## Task to complete
Starting with the first line below, extract each line through the one that contains "const path = new Path2D();", inclusive, excluding pictures.

● ● ● ●

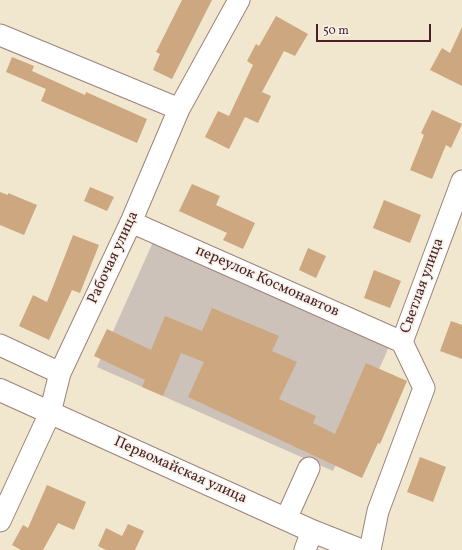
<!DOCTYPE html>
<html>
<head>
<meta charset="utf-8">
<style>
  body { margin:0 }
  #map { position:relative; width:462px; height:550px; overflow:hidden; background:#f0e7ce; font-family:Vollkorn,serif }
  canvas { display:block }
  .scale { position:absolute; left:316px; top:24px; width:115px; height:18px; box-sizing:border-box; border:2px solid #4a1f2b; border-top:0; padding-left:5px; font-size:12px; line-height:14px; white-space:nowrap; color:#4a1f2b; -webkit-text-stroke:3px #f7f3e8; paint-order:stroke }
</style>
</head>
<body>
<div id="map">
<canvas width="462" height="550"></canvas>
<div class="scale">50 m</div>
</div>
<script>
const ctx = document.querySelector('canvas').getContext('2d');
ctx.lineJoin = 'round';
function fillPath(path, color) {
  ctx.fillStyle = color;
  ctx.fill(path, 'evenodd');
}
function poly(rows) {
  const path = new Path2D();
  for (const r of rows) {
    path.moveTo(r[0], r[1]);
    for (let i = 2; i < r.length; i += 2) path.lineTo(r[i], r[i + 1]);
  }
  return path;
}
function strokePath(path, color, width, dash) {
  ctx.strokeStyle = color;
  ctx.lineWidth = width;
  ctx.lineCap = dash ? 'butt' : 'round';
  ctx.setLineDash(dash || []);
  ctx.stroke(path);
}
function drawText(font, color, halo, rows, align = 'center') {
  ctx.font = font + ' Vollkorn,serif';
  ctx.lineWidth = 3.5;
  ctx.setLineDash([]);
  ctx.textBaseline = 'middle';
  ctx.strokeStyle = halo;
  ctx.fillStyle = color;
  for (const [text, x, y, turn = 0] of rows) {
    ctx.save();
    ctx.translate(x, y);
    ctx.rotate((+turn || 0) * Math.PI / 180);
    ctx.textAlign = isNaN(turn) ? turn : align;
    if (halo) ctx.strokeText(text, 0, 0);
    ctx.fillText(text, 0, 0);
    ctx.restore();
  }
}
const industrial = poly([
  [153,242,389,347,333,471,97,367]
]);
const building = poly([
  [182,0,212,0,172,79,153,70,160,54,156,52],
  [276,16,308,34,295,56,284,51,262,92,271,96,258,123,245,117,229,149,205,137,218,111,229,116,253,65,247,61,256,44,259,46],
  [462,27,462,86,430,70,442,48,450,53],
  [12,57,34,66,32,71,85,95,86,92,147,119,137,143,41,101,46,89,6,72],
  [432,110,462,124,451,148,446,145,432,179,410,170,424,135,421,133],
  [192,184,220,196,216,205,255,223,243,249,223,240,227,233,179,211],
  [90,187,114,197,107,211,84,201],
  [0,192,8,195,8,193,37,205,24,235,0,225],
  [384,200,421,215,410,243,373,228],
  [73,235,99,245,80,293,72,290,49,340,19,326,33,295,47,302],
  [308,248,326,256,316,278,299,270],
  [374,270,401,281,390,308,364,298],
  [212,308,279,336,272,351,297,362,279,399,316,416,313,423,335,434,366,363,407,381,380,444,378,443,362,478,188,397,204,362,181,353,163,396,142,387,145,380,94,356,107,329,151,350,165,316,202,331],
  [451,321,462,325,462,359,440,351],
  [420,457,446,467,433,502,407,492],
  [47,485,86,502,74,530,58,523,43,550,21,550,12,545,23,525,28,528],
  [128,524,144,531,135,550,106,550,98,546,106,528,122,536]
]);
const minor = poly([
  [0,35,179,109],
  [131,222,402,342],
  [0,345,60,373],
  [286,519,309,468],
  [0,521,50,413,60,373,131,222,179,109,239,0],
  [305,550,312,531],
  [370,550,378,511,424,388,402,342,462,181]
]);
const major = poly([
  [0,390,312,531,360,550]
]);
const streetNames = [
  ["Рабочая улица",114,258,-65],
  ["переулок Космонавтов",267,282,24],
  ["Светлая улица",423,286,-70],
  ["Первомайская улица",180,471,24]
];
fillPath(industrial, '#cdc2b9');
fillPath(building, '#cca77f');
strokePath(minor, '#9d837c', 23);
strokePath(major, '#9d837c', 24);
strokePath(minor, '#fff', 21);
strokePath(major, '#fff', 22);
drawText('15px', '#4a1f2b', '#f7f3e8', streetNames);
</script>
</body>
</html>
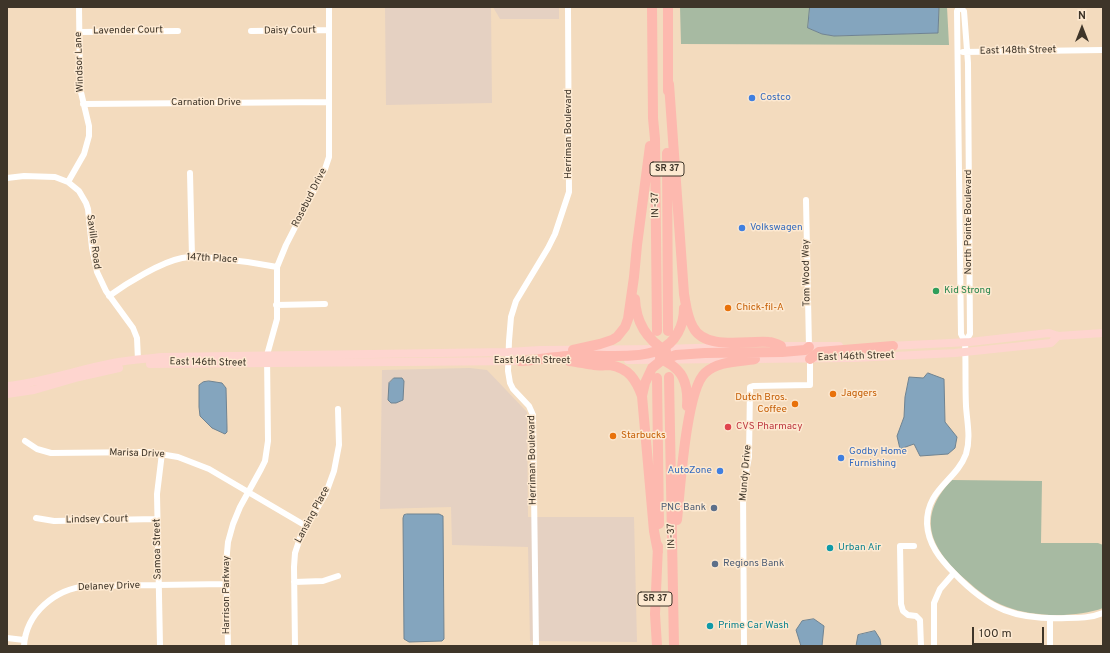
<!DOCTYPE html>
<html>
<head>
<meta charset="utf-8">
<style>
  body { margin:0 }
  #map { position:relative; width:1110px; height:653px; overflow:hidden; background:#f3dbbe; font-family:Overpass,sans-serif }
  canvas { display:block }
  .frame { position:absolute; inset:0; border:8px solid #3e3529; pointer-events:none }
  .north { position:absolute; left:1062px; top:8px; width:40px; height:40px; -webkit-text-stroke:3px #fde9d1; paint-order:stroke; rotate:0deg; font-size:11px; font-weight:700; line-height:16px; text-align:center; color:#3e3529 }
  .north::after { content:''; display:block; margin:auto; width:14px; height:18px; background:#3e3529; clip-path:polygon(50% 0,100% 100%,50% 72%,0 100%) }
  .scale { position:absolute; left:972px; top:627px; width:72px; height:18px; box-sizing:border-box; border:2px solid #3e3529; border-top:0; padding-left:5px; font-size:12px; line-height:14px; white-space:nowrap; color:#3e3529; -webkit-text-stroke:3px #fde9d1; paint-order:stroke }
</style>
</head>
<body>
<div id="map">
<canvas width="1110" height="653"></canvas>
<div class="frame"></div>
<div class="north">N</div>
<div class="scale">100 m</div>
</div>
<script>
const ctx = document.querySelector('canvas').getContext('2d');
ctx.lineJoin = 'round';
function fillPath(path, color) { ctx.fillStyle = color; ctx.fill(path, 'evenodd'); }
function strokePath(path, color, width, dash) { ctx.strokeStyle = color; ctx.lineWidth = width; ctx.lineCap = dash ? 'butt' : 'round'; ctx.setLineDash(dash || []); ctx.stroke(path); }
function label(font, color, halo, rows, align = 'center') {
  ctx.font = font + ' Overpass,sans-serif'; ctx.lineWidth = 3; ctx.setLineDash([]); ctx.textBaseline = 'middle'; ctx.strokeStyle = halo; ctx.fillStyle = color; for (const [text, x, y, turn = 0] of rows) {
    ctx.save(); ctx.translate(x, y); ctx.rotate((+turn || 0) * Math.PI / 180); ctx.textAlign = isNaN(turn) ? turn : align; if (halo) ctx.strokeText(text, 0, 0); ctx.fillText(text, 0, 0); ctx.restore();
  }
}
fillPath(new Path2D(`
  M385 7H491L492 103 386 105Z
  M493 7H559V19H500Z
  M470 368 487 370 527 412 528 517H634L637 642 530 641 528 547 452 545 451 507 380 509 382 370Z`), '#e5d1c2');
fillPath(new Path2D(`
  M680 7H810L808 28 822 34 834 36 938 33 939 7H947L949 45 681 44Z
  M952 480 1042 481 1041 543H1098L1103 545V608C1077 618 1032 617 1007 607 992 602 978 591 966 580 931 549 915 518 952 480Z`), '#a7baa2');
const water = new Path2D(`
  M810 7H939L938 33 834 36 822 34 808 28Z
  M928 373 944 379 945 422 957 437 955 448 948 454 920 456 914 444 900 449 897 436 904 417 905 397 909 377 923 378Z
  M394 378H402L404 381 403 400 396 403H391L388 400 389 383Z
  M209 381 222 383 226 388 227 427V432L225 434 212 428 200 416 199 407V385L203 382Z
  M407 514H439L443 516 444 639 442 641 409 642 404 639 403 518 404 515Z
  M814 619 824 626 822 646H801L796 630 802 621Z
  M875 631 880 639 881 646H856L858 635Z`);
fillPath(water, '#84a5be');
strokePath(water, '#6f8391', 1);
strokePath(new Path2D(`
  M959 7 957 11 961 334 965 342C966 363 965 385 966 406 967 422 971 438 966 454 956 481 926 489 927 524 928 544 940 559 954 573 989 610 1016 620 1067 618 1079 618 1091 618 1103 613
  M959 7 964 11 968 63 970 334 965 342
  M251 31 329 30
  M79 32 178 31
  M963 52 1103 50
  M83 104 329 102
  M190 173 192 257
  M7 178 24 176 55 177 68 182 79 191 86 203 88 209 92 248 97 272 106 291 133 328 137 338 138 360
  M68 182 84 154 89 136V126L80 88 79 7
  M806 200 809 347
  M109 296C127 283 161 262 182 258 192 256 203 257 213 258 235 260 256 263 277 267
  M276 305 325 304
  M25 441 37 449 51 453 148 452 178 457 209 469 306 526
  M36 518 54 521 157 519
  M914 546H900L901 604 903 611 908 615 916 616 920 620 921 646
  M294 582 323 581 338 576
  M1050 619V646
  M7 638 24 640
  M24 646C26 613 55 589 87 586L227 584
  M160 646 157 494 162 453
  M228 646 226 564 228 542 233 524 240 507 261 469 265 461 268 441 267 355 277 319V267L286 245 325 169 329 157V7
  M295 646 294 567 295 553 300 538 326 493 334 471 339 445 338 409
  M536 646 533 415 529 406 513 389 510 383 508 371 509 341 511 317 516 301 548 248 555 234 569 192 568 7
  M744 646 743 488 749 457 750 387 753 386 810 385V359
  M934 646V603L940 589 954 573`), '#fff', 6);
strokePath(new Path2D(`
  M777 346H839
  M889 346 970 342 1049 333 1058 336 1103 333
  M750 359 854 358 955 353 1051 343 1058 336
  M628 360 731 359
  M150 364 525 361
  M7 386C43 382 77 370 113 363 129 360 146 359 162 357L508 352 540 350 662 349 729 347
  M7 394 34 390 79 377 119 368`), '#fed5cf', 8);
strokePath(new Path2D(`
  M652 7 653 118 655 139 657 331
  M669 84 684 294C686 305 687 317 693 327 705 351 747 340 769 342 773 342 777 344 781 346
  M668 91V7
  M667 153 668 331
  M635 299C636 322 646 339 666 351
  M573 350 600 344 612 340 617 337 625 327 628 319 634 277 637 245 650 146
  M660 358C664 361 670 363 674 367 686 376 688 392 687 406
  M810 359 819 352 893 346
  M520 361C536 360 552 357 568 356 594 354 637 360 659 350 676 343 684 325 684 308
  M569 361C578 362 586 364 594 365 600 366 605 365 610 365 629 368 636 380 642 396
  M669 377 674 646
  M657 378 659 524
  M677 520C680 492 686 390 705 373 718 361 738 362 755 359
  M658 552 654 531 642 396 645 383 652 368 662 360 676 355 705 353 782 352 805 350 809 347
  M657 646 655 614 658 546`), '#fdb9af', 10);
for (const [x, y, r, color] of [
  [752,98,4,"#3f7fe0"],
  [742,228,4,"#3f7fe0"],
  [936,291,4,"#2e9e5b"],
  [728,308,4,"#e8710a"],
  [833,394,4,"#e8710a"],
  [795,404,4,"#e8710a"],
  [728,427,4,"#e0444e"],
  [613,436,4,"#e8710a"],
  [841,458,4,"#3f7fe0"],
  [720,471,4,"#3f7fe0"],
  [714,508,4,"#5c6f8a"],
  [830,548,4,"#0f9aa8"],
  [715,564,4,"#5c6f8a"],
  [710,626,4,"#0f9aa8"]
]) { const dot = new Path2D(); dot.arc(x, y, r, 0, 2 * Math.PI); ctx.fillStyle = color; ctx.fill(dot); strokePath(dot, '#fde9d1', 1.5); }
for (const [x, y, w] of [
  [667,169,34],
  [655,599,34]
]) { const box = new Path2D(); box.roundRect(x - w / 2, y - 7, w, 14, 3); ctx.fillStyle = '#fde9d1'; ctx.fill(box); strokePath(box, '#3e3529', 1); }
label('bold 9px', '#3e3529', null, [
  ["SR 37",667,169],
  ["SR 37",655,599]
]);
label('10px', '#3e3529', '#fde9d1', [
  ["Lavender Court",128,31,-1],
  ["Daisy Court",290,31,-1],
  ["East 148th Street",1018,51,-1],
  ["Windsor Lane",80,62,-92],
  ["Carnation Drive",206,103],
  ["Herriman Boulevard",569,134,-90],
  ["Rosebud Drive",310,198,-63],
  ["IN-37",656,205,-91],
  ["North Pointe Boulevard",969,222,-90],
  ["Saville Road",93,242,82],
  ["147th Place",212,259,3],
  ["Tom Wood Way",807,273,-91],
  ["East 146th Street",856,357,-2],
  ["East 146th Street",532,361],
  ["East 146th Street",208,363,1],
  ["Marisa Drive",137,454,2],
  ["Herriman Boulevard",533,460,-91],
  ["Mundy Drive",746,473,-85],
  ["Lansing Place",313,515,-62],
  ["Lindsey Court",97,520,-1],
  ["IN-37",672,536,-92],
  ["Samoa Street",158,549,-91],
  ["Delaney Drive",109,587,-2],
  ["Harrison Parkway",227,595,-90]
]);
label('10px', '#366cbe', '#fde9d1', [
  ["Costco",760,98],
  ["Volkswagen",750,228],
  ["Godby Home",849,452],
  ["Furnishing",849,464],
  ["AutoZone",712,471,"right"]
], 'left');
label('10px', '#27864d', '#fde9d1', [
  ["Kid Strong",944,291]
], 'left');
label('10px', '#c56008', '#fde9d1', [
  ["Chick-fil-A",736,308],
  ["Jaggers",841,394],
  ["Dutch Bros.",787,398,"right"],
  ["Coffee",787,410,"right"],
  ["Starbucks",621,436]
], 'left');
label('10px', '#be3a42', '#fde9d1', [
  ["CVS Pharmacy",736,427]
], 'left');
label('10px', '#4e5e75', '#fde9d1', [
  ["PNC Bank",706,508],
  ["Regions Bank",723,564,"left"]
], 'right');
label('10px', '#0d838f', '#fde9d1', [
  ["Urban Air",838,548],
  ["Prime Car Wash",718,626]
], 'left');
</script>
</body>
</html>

● ● ● ●

## Reply
<!DOCTYPE html>
<html>
<head>
<meta charset="utf-8">
<style>
  body { margin:0 }
  #map { position:relative; width:462px; height:550px; overflow:hidden; background:#f0e7ce; font-family:Vollkorn,serif }
  canvas { display:block }
  .scale { position:absolute; left:316px; top:24px; width:115px; height:18px; box-sizing:border-box; border:2px solid #4a1f2b; border-top:0; padding-left:5px; font-size:12px; line-height:14px; white-space:nowrap; color:#4a1f2b; -webkit-text-stroke:3px #f7f3e8; paint-order:stroke }
</style>
</head>
<body>
<div id="map">
<canvas width="462" height="550"></canvas>
<div class="scale">50 m</div>
</div>
<script>
const ctx = document.querySelector('canvas').getContext('2d');
ctx.lineJoin = 'round';
function fillPath(path, color) {
  ctx.fillStyle = color;
  ctx.fill(path, 'evenodd');
}
function poly(rows) {
  const path = new Path2D();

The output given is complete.